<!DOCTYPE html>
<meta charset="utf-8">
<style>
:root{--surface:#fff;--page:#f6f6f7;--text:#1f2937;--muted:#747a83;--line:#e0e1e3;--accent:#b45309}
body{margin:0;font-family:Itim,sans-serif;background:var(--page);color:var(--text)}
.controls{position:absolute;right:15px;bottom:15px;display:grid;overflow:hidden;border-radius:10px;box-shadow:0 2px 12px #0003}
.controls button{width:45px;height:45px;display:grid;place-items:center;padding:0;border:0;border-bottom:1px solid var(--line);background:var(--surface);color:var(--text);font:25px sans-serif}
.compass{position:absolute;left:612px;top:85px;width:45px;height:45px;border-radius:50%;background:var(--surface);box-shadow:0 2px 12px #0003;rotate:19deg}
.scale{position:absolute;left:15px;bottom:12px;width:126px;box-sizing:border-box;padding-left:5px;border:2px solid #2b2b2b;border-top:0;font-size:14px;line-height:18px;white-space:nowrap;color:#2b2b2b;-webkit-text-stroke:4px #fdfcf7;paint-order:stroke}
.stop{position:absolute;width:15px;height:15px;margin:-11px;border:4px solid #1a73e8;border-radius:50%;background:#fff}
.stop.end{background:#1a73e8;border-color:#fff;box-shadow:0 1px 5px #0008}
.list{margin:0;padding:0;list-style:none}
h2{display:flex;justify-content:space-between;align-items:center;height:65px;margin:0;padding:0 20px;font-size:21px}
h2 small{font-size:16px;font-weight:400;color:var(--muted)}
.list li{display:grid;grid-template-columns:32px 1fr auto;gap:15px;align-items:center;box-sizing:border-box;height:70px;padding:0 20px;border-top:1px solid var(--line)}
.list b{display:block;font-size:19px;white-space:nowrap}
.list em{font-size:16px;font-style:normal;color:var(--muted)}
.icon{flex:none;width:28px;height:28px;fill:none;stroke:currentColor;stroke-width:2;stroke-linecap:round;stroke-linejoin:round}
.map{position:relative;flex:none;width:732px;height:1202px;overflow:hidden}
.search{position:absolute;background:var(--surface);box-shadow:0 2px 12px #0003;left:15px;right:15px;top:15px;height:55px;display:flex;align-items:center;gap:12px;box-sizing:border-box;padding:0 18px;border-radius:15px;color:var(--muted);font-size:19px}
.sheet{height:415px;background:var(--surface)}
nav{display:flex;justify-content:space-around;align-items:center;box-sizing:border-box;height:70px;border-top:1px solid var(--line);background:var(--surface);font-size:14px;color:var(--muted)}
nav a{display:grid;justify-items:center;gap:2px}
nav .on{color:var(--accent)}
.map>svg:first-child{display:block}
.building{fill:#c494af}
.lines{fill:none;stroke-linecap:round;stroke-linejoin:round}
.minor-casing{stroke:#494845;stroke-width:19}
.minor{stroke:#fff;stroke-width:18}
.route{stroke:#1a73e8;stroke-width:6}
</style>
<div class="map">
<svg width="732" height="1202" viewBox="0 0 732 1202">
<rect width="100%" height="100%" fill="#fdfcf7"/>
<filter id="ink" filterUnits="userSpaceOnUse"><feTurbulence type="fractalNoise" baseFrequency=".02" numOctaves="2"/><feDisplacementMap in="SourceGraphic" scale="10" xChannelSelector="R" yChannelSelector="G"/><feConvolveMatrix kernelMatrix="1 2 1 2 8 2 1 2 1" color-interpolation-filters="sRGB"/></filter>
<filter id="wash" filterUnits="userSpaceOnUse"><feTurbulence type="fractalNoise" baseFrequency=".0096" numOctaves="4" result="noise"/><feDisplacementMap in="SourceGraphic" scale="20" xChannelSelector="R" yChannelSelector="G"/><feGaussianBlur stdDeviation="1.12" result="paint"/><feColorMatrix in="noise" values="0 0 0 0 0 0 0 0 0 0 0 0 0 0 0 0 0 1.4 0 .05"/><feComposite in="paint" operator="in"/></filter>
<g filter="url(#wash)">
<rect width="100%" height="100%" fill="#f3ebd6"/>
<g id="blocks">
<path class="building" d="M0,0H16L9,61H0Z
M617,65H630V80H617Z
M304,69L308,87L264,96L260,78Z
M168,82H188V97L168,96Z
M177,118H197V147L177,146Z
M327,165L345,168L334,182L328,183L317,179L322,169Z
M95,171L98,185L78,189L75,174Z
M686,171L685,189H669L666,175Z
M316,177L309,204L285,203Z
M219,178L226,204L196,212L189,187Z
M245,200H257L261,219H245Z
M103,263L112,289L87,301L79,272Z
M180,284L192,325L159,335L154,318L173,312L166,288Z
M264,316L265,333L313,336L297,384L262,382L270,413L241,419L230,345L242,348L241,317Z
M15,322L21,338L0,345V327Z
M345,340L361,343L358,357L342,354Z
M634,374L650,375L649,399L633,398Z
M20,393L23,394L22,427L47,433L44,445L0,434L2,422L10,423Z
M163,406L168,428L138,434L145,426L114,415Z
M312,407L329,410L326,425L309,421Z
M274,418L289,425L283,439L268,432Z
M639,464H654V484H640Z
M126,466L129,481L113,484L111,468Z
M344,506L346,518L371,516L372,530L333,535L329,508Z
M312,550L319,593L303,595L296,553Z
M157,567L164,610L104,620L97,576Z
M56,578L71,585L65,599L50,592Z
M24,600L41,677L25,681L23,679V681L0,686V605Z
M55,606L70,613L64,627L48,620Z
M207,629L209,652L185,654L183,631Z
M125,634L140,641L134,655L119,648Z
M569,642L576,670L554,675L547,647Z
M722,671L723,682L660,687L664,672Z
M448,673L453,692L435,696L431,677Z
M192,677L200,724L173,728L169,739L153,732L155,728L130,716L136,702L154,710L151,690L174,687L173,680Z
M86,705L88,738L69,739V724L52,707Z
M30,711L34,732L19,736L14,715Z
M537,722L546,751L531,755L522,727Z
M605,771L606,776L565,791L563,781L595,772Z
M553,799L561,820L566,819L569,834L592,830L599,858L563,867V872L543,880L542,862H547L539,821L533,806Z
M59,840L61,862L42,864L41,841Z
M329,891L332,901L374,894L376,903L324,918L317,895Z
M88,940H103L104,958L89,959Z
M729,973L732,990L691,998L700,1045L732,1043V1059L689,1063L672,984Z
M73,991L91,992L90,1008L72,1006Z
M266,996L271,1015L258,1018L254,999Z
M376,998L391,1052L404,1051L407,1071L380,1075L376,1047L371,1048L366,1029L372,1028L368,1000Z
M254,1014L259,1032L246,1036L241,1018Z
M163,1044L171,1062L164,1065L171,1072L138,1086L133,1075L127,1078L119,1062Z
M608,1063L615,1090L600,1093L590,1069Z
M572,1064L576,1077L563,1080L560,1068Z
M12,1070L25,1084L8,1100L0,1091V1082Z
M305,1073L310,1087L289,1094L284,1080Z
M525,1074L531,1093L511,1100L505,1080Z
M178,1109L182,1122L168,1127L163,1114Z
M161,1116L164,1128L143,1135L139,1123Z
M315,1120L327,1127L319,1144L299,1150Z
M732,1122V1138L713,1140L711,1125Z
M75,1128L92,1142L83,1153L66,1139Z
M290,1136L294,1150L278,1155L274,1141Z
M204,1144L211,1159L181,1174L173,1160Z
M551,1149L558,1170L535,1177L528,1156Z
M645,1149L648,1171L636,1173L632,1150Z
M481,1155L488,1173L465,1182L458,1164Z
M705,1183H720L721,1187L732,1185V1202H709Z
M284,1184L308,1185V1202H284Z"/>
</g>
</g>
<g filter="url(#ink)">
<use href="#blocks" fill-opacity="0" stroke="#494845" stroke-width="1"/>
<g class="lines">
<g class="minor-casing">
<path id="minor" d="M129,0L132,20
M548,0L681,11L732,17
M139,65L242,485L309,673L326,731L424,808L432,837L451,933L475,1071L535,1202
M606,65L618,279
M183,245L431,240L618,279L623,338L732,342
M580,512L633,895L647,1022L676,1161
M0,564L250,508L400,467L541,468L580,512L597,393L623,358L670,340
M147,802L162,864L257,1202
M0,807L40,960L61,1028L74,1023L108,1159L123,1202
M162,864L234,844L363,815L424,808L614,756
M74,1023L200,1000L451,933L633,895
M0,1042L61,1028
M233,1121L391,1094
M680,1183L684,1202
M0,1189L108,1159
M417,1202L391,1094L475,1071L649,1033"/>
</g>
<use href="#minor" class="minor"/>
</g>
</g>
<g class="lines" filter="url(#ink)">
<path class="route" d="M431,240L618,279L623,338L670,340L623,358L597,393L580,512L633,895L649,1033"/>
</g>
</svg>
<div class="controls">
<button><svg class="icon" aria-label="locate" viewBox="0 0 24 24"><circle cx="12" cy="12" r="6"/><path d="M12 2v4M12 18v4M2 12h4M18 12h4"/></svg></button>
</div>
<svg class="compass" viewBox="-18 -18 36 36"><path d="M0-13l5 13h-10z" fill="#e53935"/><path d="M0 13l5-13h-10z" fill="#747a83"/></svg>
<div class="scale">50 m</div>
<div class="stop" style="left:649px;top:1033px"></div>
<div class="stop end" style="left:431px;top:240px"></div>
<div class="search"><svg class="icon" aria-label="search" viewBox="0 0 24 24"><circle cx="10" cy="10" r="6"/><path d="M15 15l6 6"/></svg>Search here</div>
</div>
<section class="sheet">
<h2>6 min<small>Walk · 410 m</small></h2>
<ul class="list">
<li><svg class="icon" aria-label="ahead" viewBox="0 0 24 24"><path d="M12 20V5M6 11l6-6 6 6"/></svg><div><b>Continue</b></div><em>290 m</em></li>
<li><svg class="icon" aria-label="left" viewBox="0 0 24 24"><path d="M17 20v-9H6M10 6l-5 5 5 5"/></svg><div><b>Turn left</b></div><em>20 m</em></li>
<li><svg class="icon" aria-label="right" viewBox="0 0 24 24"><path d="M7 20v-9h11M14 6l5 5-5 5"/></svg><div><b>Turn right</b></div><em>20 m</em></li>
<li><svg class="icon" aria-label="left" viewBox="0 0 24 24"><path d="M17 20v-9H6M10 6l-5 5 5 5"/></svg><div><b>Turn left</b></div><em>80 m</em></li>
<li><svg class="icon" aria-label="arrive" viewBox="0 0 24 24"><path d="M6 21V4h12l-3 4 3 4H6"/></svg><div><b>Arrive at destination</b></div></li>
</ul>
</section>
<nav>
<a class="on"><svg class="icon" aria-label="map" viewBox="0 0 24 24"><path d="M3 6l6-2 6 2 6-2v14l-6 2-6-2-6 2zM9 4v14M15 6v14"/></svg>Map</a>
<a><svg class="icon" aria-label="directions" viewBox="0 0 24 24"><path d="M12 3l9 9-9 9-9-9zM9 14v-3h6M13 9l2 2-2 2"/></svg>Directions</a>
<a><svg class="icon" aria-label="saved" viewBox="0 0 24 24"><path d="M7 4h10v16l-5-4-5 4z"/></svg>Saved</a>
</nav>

- - - - -

Work required: If a line in the entries above holds "bottom", include it in the count; report nothing but the resulting number.

Response area: 3